Why Do Perceptions of Police Vary?
A recent study published by the Pew Research Center found, perhaps unsurprisingly, that people’s views on police performance vary based on race. Blacks were four times more likely to tell researchers that they have no confidence in police in their communities than whites were. Where does this vast disparity come from? Why does this matter?
Differing views on policing is a great example of how one’s social location—our history, race, class, gender, sexual orientation, and nationality, among other factors—shapes the way that we view the world. Social location is related to our literal location too, and how our experiences in that location impact our perceptions.
Like many white Americans who responded the Pew survey, I grew up in a community where the police were viewed as a protective force. (Seventy-eight percent of white respondents said that their local police do a good or excellent job protecting people from crime.)
I remember the police coming to our house only twice growing up. We had called them both times, and they arrived within minutes for what turned out to be false alarms about possible intruders. They were professional, courteous and polite both times. Because of these experiences, when I see a police car drive by in my neighborhood I feel protected, not threatened.
Not all people have had this experience; for those who grow up in a community where police surveillance feels threatening rather than reassuring, a police car can create a sense of anxiety, dread, and fear. Take the case of Frank Jude, Jr., an African-American man brutally beaten by off-duty police while attending a party in Milwaukee in 2004. After a friend called the police to report the attack, officers arrived and participated in beating Jude further. Approximately eight officers were involved in his beating.
Three officers were initially tried by the state and acquitted by an all-white jury. This decision led to public outrage and demonstrations, as well as to a call for federal charges, which were soon filed. While the officers involved would soon plead guilty or be convicted of federal charges, the incident and their initial acquittal served as reinforcement to those who might have had bad experiences with police officers who abuse their power.
According to the Pew survey, only one in three blacks surveyed thought that police in their community do a good or excellent job using the right amount of force (compared with three-fourths of whites sampled). Less than one in three blacks thought that departments do a good or excellent job holding officers accountable for misconduct, compared with seven in ten whites.
This disparity in perception has real consequences. Sociologists Matthew Desmond, Andrew V. Papachristos, and David S. Kirk studied the effects of the Jude beating on the likelihood of Milwaukee residents to call the police. Their study, “Police Violence and Citizen Crime Reporting in the Black Community,” involved an analysis of 911 calls made to Milwaukee police the year before and after the 2004 incident, as well as several other high-profile incidents from other parts of the country.

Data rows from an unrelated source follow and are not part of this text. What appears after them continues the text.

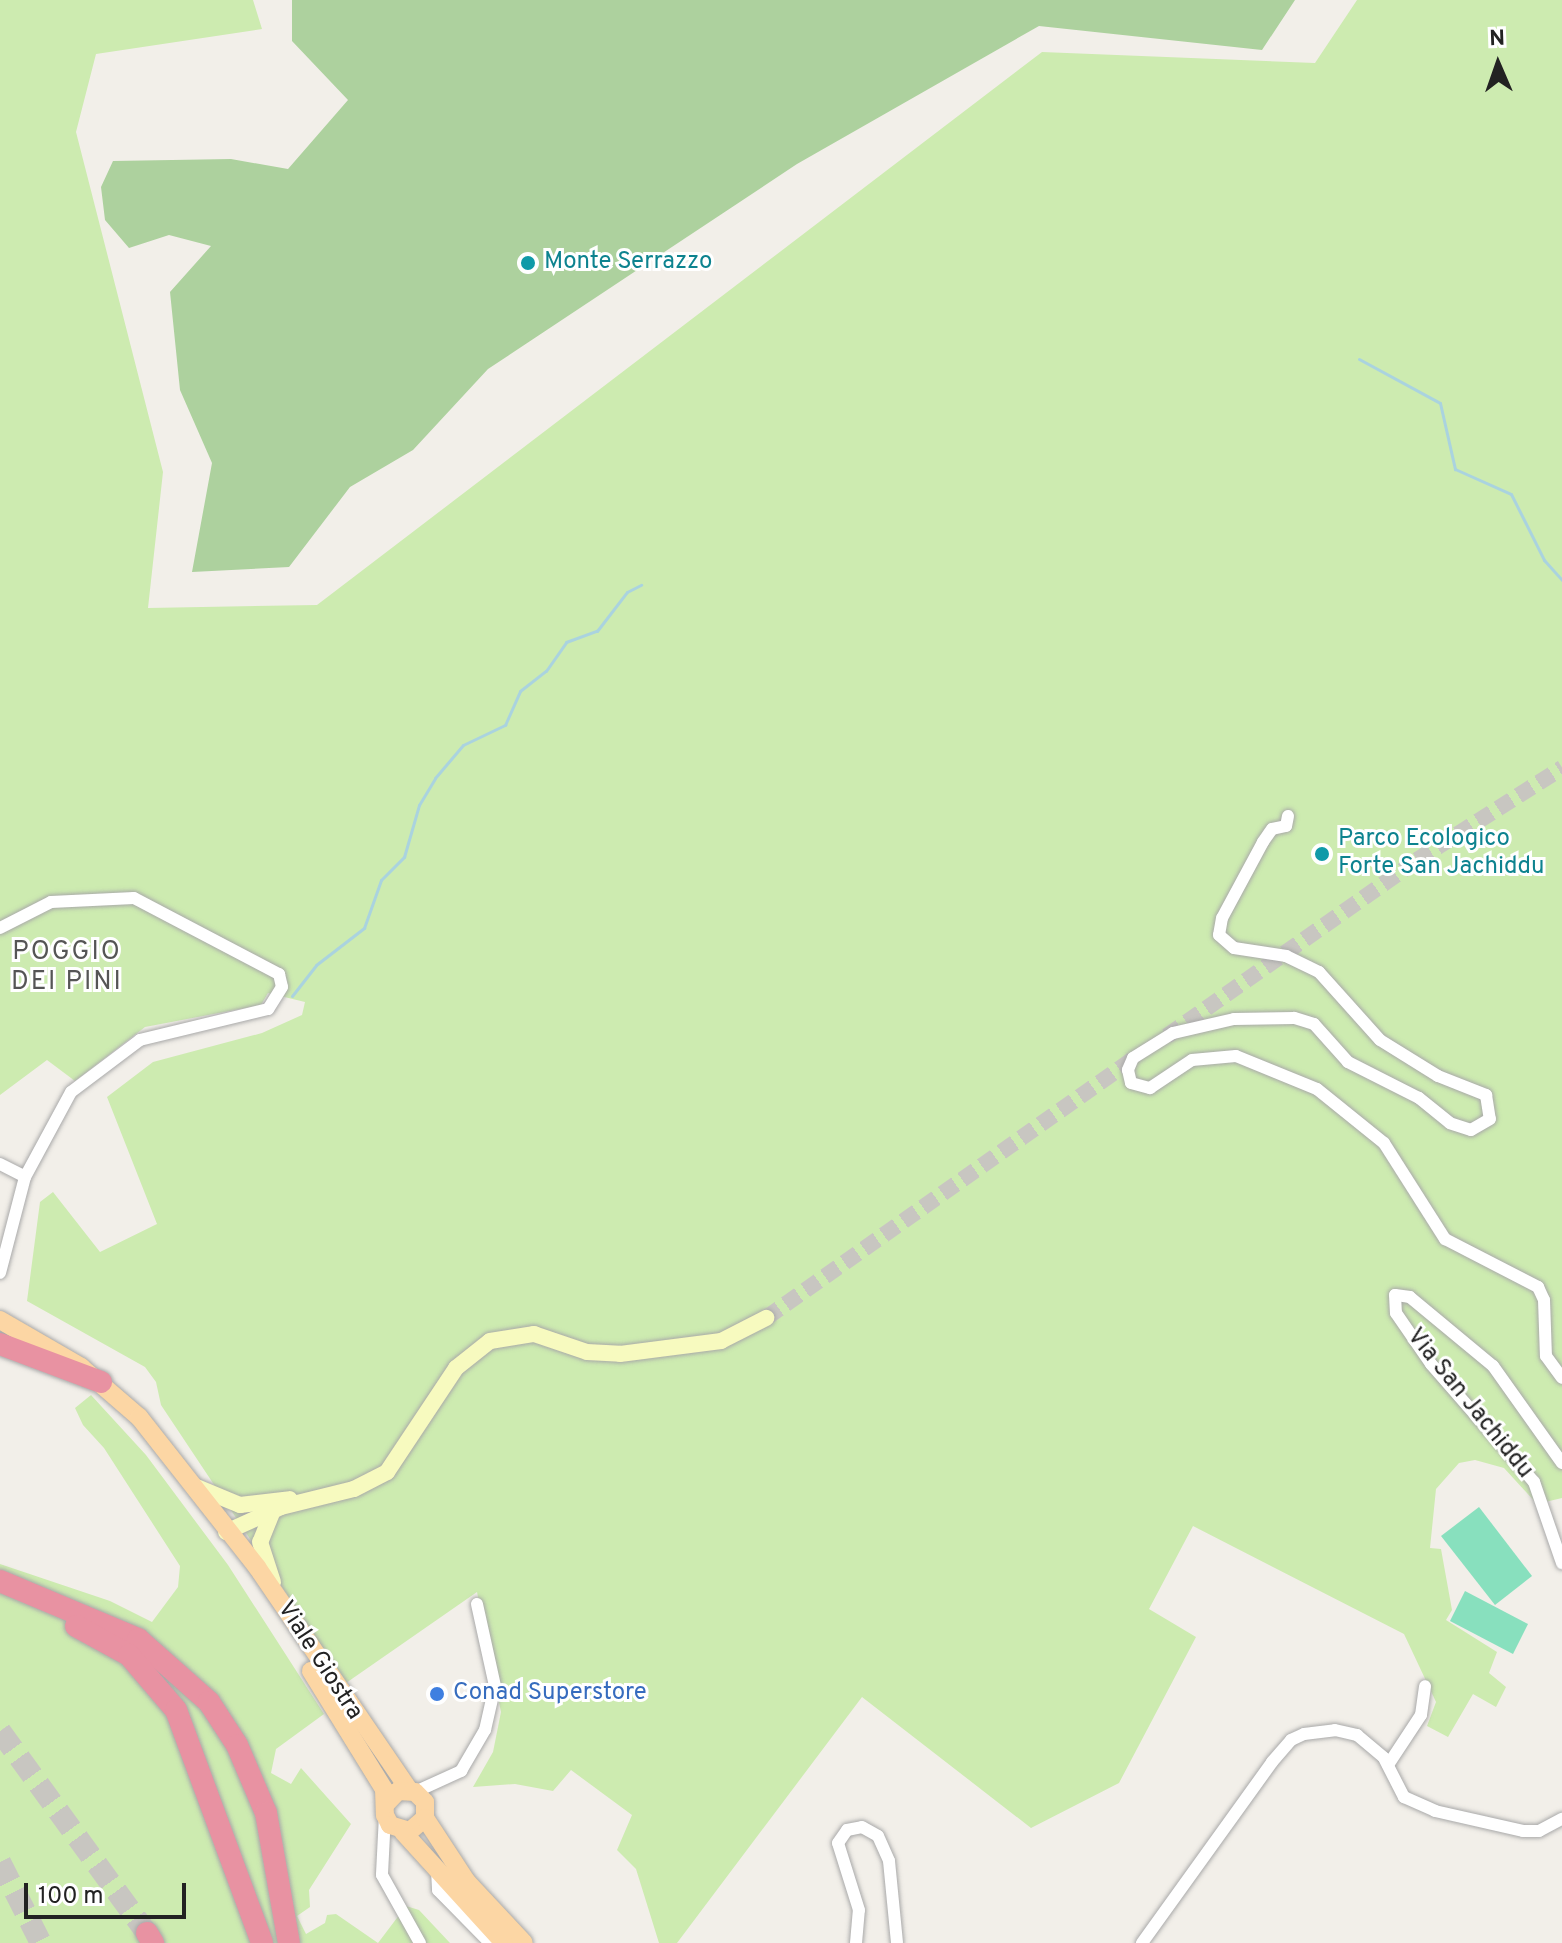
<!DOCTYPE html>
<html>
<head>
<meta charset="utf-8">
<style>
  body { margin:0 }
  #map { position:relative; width:1562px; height:1943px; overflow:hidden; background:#f2efe9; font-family:Overpass,sans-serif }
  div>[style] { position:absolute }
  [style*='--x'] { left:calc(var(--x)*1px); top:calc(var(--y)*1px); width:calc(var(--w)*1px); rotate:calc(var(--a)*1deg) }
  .grass>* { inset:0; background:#cdebb0 }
  .forest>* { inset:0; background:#add19e }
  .pitch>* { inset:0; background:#88e0be }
  .stream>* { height:3px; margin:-1.5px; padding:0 1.5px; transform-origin:1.5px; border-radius:1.5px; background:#aad3df }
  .secondary-tunnel>* { height:16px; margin-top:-8px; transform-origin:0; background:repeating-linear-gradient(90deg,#c8c6c1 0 16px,transparent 0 24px) }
  .highway-tunnel>* { height:22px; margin-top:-11px; transform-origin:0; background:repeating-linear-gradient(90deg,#c8c6c1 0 22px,transparent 0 33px) }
  .roads { filter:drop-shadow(0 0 2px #a9a9a9) drop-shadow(0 0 2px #a9a9a9) }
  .street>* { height:12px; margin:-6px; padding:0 6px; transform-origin:6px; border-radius:6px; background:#fff }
  .secondary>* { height:16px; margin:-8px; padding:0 8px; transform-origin:8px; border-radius:8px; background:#f7fabf }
  .primary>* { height:18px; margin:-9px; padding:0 9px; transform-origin:9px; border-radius:9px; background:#fcd6a4 }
  .highway>* { height:22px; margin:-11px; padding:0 11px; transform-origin:11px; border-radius:11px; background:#e892a2 }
  .dots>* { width:22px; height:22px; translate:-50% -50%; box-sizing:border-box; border:4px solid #fff; border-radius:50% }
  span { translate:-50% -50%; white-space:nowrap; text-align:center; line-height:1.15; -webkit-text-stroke:6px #fff; paint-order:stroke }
  .culture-label { font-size:24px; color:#0d838f }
  .left { translate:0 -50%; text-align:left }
  .street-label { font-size:24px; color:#222 }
  .shop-label { font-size:24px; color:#366cbe }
  .neighbourhood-label { font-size:26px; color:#555; letter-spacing:2px }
  .north { position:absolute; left:1458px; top:24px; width:80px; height:80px; -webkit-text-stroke:6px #fff; paint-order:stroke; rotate:358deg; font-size:22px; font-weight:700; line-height:32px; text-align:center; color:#222 }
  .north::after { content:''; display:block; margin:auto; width:28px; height:36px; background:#222; clip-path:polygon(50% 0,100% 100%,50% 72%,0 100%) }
  .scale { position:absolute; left:24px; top:1883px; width:162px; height:36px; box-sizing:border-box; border:4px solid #222; border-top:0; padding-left:10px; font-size:24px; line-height:28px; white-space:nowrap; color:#222; -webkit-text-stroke:6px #fff; paint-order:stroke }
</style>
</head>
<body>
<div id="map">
  <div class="grass">
    <div style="clip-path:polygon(0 0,253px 0,262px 29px,96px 54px,76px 132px,163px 472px,148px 608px,317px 605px,1042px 52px,1315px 63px,1357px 0,1562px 0,1562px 1498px,1537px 1504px,1504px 1468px,1475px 1460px,1459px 1463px,1436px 1489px,1430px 1548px,1441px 1549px,1452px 1610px,1446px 1620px,1497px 1652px,1489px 1673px,1506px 1687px,1496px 1707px,1473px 1694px,1448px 1737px,1427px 1726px,1436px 1702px,1404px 1634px,1193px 1526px,1149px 1609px,1196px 1637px,1119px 1783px,1031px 1828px,862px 1697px,677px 1943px,659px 1943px,636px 1869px,617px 1850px,632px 1815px,571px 1770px,553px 1791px,515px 1784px,473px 1787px,493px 1752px,501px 1712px,477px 1592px,346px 1683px,161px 1405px,156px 1382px,145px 1367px,27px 1301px,40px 1202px,53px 1192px,100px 1252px,157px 1224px,107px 1097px,153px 1062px,262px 1033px,302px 1015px,305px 1002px,268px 993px,261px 1005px,145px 1027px,75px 1081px,47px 1060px,0 1095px)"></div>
    <div style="clip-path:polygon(91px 1395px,146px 1455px,228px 1565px,324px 1714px,276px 1749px,271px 1773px,291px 1784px,301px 1768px,351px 1824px,309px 1890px,310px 1907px,297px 1916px,306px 1934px,325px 1923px,327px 1915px,336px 1914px,378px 1943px,406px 1906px,419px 1910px,450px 1943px,0 1943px,0 1564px,110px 1601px,152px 1622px,178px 1587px,180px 1566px,104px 1448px,83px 1425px,75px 1408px)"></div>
  </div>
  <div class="forest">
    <div style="clip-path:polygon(292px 0,1295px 0,1262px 50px,1039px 26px,797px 164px,488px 369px,413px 450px,350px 487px,289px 567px,192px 572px,212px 463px,180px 390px,170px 292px,211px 246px,169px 235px,129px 248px,105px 220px,101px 187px,113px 161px,231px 159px,288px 169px,348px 100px,292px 41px)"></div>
  </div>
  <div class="pitch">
    <div style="clip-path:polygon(1479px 1507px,1532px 1576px,1495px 1605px,1441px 1536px)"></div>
    <div style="clip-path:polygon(1465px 1591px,1528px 1624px,1513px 1654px,1450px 1621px)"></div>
  </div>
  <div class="stream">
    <div style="--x:1359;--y:359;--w:92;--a:28.5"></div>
    <div style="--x:1440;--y:403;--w:68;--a:77.2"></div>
    <div style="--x:1455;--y:469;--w:61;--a:24.1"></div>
    <div style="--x:1511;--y:494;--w:74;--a:63.4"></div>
    <div style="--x:1544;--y:560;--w:27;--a:48"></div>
    <div style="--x:292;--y:996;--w:39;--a:-52"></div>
    <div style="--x:316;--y:965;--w:61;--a:-37.6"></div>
    <div style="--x:364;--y:928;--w:51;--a:-70.5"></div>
    <div style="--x:381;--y:880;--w:33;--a:-45"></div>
    <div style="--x:404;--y:857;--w:54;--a:-73.9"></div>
    <div style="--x:419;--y:805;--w:31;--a:-59"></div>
    <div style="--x:435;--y:778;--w:43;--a:-49.7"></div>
    <div style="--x:463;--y:745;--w:47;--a:-25.5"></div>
    <div style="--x:505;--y:725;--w:37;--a:-66"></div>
    <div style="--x:520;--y:691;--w:33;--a:-38"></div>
    <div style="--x:546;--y:671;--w:35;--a:-55"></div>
    <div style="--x:566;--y:642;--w:33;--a:-20"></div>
    <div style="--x:597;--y:631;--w:49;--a:-52.4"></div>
    <div style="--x:627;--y:592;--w:16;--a:-27"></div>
  </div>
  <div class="secondary-tunnel">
    <div style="--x:1167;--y:1036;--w:306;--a:-35.1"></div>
    <div style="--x:1417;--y:860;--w:172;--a:-32.4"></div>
    <div style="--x:766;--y:1318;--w:455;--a:-35.2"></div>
  </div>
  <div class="highway-tunnel">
    <div style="--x:0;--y:1731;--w:250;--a:54"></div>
    <div style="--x:0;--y:1862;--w:91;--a:63.2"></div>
  </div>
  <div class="roads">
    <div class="street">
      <div style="--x:1288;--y:816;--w:10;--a:101"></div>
      <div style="--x:1286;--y:826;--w:14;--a:168"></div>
      <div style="--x:1272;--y:829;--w:16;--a:125"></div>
      <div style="--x:1263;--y:842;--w:86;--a:118.3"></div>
      <div style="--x:1222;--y:918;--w:17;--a:100"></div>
      <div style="--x:1219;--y:935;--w:20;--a:41"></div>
      <div style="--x:1234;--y:948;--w:53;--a:8.7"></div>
      <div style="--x:1286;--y:956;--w:37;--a:26"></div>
      <div style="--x:1319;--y:972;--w:91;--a:48.1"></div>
      <div style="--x:1380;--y:1040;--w:68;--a:31.8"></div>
      <div style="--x:1438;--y:1076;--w:52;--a:21.6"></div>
      <div style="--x:1486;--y:1095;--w:24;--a:81"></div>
      <div style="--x:1490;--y:1119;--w:22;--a:150"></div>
      <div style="--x:1471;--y:1130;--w:22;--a:-162"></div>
      <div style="--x:1450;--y:1123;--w:40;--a:-141"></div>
      <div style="--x:1419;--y:1098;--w:80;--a:-153.1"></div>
      <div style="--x:1348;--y:1062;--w:51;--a:-131.8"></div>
      <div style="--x:1314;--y:1024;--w:21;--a:-163"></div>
      <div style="--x:1294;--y:1018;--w:60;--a:179"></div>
      <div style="--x:1234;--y:1019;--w:63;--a:167.1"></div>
      <div style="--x:1173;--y:1033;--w:47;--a:148"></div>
      <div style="--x:1133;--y:1058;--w:13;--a:113"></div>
      <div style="--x:1128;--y:1070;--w:13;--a:77"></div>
      <div style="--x:1131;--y:1083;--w:20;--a:15"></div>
      <div style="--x:1150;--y:1088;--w:50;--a:-33.7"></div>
      <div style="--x:1192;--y:1060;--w:44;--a:-5.2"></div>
      <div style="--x:1236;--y:1056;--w:87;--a:22.2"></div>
      <div style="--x:1317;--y:1089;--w:86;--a:38.9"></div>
      <div style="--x:1384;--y:1143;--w:114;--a:57.6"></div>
      <div style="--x:1445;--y:1239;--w:105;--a:27.3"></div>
      <div style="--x:1538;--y:1287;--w:14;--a:65"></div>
      <div style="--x:1544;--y:1300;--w:56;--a:88"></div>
      <div style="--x:1546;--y:1356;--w:27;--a:54"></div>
      <div style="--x:0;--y:928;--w:57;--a:-27"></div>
      <div style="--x:51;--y:902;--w:83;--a:-2.8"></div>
      <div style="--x:134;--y:898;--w:164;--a:27.7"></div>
      <div style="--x:279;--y:974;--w:13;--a:77"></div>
      <div style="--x:282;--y:987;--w:26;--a:122"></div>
      <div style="--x:268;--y:1009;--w:132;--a:166.4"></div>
      <div style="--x:140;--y:1040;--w:86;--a:143"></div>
      <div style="--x:71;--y:1092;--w:97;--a:118.4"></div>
      <div style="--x:25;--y:1177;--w:99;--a:104.6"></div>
      <div style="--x:0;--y:1164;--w:28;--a:27"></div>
      <div style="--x:1562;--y:1463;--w:119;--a:-125.4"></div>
      <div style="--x:1493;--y:1366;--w:108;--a:-140.3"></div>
      <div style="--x:1410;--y:1297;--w:15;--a:-172"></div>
      <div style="--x:1395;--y:1295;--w:18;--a:87"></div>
      <div style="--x:1396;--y:1313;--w:62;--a:55.5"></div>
      <div style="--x:1431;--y:1364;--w:157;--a:48.9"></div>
      <div style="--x:1534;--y:1482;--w:86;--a:70.9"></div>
      <div style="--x:1388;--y:1765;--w:60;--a:-56.6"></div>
      <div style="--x:1421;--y:1715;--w:29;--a:-82"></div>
      <div style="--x:415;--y:1792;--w:51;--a:-24.5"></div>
      <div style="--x:461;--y:1771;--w:48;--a:-59.7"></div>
      <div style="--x:485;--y:1730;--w:45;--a:-77.2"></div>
      <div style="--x:495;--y:1686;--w:84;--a:-102.4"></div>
      <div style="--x:385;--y:1815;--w:60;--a:92.9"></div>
      <div style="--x:382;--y:1875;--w:78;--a:60.8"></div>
      <div style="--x:437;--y:1870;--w:20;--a:87"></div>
      <div style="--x:438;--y:1890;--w:74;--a:45.5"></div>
      <div style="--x:856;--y:1943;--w:33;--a:-85"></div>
      <div style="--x:859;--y:1910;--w:70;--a:-107.4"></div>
      <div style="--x:838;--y:1843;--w:16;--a:-55"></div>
      <div style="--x:847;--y:1830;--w:15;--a:-11"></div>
      <div style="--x:862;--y:1827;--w:18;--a:29"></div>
      <div style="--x:878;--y:1836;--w:27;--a:66"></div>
      <div style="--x:889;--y:1861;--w:82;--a:84.4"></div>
      <div style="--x:1142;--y:1943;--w:223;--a:-54.3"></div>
      <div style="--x:1272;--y:1762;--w:29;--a:-49"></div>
      <div style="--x:1291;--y:1740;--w:14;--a:-25"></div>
      <div style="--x:1304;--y:1734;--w:31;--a:-7"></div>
      <div style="--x:1335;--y:1730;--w:23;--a:13"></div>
      <div style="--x:1357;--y:1735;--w:35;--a:40"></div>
      <div style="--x:1384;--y:1758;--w:44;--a:62.9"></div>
      <div style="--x:1404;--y:1797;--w:34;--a:24"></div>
      <div style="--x:1435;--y:1811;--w:90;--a:12.8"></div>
      <div style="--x:1523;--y:1831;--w:16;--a:0"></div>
      <div style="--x:1539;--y:1831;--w:26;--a:-28"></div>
    </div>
    <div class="secondary">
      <div style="--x:194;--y:1486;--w:50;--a:22.4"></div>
      <div style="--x:240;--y:1505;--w:50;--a:-6.8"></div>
      <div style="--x:272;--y:1513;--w:31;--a:112"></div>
      <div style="--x:260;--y:1542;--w:42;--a:72"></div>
      <div style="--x:226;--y:1532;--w:60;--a:-24.4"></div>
      <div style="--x:281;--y:1507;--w:75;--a:-13.9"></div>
      <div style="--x:354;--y:1489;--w:37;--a:-27"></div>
      <div style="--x:387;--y:1472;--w:125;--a:-56.4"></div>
      <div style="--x:456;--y:1368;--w:43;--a:-38.5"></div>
      <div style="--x:490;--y:1341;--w:45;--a:-9"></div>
      <div style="--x:534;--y:1334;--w:56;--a:18.8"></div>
      <div style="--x:587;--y:1352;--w:33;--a:3"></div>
      <div style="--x:620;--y:1354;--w:102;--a:-7.3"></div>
      <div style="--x:721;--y:1341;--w:51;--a:-27.1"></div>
    </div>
    <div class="primary">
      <div style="--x:0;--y:1320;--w:94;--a:30.1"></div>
      <div style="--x:81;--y:1367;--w:77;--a:40.8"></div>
      <div style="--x:139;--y:1417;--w:191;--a:51.8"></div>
      <div style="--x:257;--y:1567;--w:270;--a:55.7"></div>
      <div style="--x:311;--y:1671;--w:139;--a:58.3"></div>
      <div style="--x:384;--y:1789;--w:26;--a:88"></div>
      <div style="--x:385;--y:1815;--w:11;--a:63"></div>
      <div style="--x:390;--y:1825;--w:21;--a:17"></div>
      <div style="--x:410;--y:1831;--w:20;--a:-41"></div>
      <div style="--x:425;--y:1818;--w:16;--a:-90"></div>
      <div style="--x:425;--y:1802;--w:14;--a:-135"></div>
      <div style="--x:415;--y:1792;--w:17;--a:-177"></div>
      <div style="--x:398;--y:1791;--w:18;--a:133"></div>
      <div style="--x:425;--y:1818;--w:77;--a:56.7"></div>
      <div style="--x:467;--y:1882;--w:83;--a:46.9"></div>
      <div style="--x:403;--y:1832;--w:150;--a:47.7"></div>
    </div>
    <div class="highway">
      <div style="--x:0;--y:1344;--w:108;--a:20.6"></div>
      <div style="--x:0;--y:1581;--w:150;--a:22.8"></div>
      <div style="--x:138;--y:1639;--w:95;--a:41.6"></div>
      <div style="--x:209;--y:1702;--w:51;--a:56.9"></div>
      <div style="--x:237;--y:1745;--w:74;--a:66.9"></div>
      <div style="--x:266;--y:1813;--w:132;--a:80"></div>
      <div style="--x:76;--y:1626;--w:60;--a:28.7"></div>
      <div style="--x:129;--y:1655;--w:72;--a:49.5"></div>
      <div style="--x:176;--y:1710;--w:248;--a:69.7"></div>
      <div style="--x:147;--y:1933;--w:12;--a:59"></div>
    </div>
  </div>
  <div class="dots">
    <div style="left:528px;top:263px;background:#0f9aa8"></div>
    <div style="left:1322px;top:854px;background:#0f9aa8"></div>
    <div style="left:437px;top:1694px;background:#3f7fe0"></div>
  </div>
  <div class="culture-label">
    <span class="left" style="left:544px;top:263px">Monte Serrazzo</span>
    <span class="left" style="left:1338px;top:854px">Parco Ecologico<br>Forte San Jachiddu</span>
  </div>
  <div class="street-label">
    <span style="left:1469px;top:1404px;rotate:51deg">Via San Jachiddu</span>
    <span style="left:319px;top:1661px;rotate:57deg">Viale Giostra</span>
  </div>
  <div class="shop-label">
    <span class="left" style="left:453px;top:1694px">Conad Superstore</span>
  </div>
  <div class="neighbourhood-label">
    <span style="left:67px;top:968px">POGGIO<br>DEI PINI</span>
  </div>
  <div class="north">N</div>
  <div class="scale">100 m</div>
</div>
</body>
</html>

Using time series analysis and carefully controlling for possible intervening variables (such as changes in crime rates, neighborhood demographics, and poverty rates), the researchers found that:
[P]ublicized cases of police violence against unarmed black men have a clear and significant impact on citizen crime reporting. Once the story of Frank Jude’s beating appeared in the press, Milwaukee residents, especially people in black neighborhoods, were less likely to call the police, including to report violent crime. Both white and black citizens opinions of the police may drop after a high-profile brutality case against unarmed black men… but our study found that only people living in black neighborhoods altered their crime-reporting behavior for a significant period of time after the publication of such events. The dampening effect of the Jude beating on citizen crime reporting persisted for months, resulting in a net loss of more than 20,000 911 calls. It is one thing to disparage law enforcement in your thoughts and speech after an instance of police violence or corruption makes the news. It is quite another to witness a crime, or even to be victimized, and refuse to report it.
Desmond, Papachristos and Kirk’s findings remind us that police violence has an impact on more than just those directly involved, but mistrust of police can reduce the public’s willingness to cooperate with police investigations or to call police when a crime has been committed. For those that have experienced events similar to Frank Jude, calling the police may not seem like a good idea. When police are not seen as neighborhood protectors, citizens may take on this role themselves, leading to retribution and more violence.
While we might hear about police violence more now thanks to the social media and the ubiquity of cell phone video, this is not a new problem. As The Atlantic reported last year, concerns about police led to the civil unrest in cities across the country during the 1960s.
Following these events, a federal investigation studied the roots of the problem and published their findings in a 1967 book known as the Kerner Report. The report noted the pervasiveness of racial segregation and police brutality as key causes of civil unrest, and recommended that cities move away from the militarized policing that had begun in many of the poorest sections of America’s cities. Nearly 50 years on, we can see that the Kerner commission’s findings were not heeded, and the same issues that sparked uprisings in the 1960s are still with us today.
Understanding the concept social location can help us better understand why people might view issues like policing in a very different way. It is a useful tool for going beyond thinking our perspective is the only viewpoint, and instead one viewpoint among many.
What other controversial issues can the concept of social location help us better understand?